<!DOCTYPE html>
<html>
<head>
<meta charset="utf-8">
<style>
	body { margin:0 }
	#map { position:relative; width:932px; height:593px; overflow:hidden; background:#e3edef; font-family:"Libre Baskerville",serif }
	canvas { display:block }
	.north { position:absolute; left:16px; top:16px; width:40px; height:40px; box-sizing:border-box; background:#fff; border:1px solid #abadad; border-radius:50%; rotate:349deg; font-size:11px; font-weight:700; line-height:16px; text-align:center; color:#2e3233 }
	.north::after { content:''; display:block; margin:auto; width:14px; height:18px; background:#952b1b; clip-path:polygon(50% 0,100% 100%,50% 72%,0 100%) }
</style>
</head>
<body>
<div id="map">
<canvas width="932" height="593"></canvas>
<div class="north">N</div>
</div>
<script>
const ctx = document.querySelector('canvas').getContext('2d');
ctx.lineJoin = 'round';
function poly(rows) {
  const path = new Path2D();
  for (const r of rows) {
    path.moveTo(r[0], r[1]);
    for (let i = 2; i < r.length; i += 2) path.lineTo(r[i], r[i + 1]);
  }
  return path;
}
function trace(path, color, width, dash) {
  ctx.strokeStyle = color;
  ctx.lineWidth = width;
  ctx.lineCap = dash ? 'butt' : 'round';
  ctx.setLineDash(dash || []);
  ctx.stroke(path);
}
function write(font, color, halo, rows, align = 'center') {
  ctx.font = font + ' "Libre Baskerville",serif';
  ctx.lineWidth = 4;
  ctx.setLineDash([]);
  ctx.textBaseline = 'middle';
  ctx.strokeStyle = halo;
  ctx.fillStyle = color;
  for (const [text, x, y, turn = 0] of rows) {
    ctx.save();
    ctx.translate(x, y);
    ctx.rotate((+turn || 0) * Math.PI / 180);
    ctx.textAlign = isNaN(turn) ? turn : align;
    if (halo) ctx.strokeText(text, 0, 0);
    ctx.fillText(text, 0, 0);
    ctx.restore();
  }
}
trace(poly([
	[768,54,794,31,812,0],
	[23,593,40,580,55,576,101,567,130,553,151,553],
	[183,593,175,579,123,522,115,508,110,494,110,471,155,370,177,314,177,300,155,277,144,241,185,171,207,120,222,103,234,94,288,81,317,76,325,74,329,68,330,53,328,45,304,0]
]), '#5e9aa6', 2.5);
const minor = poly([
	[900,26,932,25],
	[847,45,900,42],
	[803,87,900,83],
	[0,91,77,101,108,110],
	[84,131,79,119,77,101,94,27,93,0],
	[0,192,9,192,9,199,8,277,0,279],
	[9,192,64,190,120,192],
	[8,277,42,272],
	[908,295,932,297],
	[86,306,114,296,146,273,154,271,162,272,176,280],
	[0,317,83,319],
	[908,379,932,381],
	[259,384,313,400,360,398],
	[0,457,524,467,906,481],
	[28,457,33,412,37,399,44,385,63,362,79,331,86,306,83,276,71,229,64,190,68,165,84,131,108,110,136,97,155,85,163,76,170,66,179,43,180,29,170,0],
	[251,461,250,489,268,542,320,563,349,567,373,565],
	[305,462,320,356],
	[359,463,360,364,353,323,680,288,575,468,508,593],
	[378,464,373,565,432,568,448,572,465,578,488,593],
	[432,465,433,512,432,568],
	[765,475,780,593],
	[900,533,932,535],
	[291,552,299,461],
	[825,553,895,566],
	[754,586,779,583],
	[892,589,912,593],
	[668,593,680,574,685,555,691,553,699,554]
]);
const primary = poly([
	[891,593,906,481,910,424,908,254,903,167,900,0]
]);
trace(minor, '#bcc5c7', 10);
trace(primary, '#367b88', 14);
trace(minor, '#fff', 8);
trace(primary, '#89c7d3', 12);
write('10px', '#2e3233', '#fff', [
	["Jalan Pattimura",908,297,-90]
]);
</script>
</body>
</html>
--
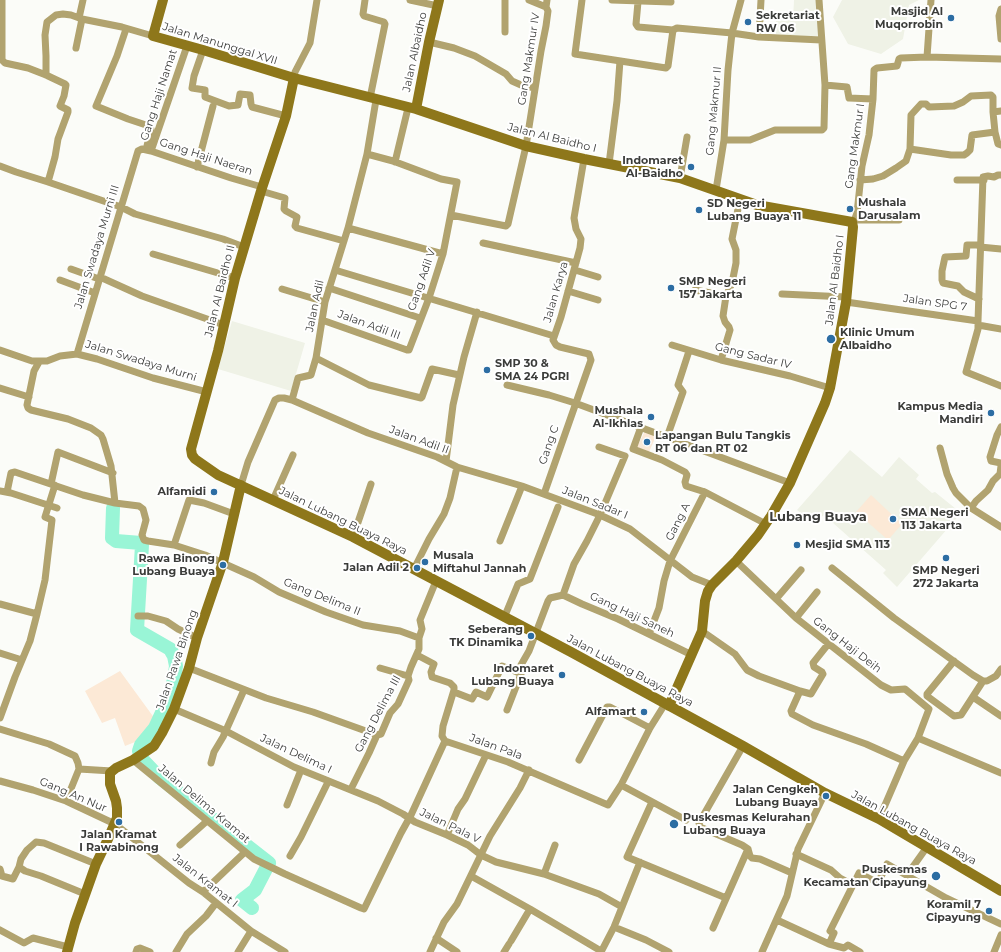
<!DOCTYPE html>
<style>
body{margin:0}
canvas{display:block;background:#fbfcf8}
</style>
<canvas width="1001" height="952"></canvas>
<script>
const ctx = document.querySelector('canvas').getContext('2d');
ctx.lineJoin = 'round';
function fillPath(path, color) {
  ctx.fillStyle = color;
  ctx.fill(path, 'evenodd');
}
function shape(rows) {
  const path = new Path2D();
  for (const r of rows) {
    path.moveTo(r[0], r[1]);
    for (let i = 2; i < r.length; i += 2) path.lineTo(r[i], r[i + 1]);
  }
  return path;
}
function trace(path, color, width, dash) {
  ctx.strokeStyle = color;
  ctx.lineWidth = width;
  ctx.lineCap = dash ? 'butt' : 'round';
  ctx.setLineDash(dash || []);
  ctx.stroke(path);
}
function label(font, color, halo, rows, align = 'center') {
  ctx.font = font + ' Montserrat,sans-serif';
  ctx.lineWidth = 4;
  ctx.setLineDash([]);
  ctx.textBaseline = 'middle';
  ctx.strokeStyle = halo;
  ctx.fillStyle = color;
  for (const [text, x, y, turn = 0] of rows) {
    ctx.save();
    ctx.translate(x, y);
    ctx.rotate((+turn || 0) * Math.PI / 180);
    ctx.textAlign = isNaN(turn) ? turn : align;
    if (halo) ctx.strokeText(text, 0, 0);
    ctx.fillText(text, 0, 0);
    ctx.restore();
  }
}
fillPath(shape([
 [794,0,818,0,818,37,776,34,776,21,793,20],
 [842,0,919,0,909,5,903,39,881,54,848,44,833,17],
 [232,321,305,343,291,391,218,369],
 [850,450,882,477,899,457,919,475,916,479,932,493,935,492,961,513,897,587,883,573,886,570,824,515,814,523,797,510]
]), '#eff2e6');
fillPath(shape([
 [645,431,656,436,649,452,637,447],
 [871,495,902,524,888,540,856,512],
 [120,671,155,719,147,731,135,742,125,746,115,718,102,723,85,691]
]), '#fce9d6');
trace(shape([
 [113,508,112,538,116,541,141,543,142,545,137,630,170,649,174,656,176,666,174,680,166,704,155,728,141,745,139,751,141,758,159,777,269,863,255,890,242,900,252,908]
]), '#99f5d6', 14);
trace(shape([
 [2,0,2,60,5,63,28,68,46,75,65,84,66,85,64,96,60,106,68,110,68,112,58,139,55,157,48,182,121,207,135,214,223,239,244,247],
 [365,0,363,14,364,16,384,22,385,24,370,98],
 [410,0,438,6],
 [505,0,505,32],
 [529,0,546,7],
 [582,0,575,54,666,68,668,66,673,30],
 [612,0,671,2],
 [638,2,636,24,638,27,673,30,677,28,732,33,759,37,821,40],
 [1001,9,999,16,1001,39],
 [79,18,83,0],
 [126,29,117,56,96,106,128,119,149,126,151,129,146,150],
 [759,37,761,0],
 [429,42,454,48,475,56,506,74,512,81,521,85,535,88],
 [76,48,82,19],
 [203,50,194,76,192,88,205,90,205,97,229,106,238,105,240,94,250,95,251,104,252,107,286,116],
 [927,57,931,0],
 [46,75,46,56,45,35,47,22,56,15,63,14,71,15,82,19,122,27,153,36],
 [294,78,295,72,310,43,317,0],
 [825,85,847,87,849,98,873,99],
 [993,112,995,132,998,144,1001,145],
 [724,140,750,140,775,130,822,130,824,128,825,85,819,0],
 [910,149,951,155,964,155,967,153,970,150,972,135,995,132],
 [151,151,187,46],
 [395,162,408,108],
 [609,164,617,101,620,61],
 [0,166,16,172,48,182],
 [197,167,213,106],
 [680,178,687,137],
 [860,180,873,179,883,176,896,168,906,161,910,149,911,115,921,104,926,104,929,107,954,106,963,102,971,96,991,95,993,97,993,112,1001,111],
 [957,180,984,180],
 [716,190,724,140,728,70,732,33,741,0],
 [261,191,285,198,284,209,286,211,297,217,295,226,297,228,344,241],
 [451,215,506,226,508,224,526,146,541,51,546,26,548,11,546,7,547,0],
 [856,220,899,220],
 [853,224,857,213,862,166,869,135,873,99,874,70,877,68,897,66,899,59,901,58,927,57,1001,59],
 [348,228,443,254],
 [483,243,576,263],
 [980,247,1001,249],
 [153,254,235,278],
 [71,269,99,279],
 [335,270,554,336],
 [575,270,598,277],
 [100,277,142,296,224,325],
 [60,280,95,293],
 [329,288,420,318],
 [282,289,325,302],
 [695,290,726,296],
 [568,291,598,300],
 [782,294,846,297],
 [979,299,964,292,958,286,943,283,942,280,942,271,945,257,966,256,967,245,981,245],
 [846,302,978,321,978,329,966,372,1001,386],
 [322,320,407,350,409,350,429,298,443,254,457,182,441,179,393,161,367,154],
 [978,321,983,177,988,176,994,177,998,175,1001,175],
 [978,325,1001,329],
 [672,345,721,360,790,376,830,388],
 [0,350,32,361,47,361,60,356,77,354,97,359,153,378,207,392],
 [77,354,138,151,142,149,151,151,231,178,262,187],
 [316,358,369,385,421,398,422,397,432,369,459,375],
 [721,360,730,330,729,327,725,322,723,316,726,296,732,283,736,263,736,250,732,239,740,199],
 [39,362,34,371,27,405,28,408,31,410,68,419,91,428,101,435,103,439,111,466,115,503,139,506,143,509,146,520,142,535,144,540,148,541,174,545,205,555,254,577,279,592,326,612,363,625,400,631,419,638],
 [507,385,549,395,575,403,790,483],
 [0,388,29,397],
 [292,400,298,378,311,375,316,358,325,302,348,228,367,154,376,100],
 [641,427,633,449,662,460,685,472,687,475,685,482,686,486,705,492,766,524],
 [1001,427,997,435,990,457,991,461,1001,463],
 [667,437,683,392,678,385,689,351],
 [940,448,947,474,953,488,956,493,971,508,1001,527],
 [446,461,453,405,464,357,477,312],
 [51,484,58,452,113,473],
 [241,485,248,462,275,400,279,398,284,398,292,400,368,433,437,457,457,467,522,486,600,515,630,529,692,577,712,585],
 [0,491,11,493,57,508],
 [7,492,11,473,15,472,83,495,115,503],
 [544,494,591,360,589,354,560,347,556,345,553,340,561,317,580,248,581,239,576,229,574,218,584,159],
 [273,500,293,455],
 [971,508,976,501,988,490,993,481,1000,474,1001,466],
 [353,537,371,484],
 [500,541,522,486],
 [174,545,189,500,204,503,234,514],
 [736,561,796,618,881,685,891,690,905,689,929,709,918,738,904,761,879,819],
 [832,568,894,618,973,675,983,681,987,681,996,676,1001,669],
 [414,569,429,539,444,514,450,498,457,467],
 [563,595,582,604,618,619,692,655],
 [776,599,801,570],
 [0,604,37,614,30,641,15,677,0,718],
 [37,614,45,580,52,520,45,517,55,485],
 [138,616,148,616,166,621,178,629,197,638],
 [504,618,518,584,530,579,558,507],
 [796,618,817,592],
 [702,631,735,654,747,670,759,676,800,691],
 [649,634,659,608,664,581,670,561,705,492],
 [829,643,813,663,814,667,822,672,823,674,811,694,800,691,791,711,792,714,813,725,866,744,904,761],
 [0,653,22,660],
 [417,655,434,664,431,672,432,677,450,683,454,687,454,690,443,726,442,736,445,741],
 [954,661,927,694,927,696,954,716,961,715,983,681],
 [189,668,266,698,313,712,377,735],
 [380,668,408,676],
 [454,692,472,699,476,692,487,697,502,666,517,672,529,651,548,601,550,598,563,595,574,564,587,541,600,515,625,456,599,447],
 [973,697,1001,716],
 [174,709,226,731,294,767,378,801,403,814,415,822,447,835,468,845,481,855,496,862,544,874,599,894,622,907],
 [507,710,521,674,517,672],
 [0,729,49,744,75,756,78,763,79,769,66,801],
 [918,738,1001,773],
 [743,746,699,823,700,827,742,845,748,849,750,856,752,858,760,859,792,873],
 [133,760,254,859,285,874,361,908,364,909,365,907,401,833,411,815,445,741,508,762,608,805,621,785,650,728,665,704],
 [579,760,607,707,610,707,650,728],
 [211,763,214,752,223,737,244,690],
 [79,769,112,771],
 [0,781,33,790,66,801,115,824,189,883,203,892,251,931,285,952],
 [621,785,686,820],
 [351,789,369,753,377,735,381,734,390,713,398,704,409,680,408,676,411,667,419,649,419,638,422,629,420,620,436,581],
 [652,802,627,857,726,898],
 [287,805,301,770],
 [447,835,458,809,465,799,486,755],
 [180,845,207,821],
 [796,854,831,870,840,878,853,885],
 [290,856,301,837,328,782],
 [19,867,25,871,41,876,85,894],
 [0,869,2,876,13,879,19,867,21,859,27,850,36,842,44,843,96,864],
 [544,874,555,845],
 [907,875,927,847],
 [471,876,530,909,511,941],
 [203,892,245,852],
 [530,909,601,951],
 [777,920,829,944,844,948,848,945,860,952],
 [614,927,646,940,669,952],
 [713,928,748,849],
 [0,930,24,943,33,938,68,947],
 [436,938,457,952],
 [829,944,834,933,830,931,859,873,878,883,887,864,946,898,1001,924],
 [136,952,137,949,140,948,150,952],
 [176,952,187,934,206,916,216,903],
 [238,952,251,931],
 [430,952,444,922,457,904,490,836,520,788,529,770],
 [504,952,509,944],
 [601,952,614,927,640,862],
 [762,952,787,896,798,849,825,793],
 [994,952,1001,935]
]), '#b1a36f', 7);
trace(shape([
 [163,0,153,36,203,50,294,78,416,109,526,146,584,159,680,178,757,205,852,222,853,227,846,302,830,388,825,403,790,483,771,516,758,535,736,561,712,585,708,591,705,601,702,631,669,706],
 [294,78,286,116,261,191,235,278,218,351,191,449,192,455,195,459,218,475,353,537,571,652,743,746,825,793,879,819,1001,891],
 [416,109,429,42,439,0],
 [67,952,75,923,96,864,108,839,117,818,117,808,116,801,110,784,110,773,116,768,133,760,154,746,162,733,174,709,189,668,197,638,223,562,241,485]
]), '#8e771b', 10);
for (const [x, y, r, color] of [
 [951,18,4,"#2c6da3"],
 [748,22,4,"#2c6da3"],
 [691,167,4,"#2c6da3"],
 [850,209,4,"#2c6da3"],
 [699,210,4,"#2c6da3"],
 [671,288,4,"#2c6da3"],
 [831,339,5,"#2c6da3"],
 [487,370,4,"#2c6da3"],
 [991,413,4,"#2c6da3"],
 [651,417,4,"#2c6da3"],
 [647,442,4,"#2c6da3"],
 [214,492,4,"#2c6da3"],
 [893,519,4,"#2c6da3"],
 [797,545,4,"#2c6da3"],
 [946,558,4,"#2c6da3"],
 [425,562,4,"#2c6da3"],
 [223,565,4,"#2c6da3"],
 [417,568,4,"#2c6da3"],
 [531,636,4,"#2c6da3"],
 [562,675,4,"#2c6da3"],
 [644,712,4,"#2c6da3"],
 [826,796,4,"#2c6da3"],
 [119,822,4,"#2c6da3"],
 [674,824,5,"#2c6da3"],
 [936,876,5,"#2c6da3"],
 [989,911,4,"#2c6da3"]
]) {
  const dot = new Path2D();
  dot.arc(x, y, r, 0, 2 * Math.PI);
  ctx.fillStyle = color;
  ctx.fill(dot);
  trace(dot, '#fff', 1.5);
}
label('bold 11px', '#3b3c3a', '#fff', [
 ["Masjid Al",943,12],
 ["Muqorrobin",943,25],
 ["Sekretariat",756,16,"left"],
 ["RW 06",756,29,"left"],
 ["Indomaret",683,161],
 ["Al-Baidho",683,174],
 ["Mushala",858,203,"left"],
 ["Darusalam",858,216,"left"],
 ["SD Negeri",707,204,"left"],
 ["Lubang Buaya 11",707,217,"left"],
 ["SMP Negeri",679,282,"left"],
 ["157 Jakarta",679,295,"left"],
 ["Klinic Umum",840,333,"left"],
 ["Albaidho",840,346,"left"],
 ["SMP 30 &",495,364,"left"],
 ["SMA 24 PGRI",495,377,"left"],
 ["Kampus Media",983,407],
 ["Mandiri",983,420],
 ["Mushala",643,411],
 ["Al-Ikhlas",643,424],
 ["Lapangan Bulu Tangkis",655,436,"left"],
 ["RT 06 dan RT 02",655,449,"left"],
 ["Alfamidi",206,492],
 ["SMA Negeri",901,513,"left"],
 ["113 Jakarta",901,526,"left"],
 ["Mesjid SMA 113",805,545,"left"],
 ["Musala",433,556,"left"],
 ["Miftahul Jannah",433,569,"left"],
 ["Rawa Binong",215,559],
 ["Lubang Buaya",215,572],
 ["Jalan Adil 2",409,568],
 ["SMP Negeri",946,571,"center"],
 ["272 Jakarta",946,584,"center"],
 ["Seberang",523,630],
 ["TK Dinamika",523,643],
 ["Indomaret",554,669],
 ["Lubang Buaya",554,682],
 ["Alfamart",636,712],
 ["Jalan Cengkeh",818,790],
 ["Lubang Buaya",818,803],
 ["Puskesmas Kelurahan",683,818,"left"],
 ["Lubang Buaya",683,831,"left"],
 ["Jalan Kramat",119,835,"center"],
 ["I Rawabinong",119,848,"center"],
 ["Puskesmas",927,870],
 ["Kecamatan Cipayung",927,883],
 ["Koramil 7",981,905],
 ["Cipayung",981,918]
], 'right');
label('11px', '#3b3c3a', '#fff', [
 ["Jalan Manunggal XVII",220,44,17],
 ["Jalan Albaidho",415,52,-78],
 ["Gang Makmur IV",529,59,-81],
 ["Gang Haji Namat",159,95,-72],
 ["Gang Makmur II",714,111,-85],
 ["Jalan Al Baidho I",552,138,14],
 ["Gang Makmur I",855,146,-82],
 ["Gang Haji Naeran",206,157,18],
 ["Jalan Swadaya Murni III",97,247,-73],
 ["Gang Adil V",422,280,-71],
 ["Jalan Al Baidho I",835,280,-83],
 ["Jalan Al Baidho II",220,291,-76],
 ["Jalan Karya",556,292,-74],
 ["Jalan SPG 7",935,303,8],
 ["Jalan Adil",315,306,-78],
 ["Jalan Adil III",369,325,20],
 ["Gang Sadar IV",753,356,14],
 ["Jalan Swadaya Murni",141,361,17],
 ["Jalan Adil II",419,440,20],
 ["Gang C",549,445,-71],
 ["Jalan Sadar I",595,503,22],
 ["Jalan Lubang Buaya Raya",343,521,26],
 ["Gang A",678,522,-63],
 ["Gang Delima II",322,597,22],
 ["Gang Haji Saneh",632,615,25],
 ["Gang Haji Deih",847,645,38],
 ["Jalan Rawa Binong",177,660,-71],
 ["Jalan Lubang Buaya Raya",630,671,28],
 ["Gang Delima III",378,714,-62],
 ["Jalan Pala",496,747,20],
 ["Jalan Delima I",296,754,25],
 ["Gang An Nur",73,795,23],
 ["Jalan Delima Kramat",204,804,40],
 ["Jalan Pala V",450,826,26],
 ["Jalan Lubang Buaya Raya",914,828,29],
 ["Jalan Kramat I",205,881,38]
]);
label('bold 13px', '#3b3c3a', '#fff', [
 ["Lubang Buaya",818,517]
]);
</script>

Work instruction: Going through the data above, return each line with the word "html".

Answer to this problem:
<!DOCTYPE html>
<html>
</html>
<!DOCTYPE html>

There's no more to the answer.